My driveway & my neighbours ends in a V shape at the driveway entrance - previous owner erected a pillar which sat partially on my driveway(right on the tip of the V)
I wasnt happy with it at the time but didnt want to fall out with him over it - he has since sold house & new owners have rented out the house.
The pillar sits partially on my drive with the cap jutting out causing numerous near misses as you drive in & out - a few weeks back one of the tenants hit the pillar & knocked it to ground - much to my delight.
Yesterday when I came home the pillar has been put back up - this time its even more on my side & its unstable as I was able to push it easily - I have tried to contact the landlord but he doesnt answer.It serves no purpose as there is no wall or gate in place.
My main concern now is the safety of the pillar esp as there are a number of children play in this area of the estate - who is liable if a person was injured?
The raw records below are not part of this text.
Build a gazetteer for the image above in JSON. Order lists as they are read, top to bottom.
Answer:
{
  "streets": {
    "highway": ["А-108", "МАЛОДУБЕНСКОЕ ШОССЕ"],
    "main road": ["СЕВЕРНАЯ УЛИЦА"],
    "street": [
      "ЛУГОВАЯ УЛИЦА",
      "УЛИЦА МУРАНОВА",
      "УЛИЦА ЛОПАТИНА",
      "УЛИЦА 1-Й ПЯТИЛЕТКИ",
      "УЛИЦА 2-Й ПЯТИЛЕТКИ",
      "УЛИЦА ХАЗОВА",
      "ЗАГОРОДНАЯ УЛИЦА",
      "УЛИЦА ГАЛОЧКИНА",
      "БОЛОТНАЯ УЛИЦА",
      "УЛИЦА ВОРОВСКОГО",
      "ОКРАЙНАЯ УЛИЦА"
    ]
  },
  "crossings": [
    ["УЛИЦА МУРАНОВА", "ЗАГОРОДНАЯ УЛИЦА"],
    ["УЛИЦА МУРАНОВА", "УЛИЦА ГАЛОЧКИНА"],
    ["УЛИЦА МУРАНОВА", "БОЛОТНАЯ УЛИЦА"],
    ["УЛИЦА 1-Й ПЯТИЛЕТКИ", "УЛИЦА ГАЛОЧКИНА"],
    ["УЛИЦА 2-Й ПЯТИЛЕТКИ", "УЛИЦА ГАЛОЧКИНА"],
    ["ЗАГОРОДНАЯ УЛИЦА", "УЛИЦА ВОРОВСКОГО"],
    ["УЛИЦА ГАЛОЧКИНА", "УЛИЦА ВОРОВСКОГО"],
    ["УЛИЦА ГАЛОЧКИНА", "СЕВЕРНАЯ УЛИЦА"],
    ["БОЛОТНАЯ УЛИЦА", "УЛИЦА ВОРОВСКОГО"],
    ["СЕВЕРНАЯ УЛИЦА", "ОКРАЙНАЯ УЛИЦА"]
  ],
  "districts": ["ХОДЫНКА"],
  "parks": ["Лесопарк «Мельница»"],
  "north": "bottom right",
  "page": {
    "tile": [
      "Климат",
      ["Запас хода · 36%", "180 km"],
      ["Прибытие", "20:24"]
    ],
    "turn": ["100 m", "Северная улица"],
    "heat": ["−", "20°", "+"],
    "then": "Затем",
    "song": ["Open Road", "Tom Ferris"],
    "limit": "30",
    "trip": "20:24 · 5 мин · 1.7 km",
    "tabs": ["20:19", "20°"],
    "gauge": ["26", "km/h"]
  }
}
What course of action could I follow? 

Thanks.


----------



## Sue Ellen (29 Oct 2009)

ricky said:


> What course of action could I follow?
> 
> Thanks.



Write to the landlord in the hopes of covering yourself for any future mishaps.  Express your dissatisfaction with the siting of the pillar initially and that it needs to be moved now as it is dangerous.


----------



## Deas (29 Oct 2009)

Write to the landlord and confirm thet if it is not removed within a set period of time, that you will remove it and assign the costs to the address in question.


----------



## thedaras (30 Oct 2009)

Could this have needed planning permission? If so ,maybe the local county council can sort it.


----------



## lightswitch (30 Oct 2009)

Contact the council or better still your local council rep who will act on your behalf.


----------



## ricky (30 Oct 2009)

thanks folks for the replies.


----------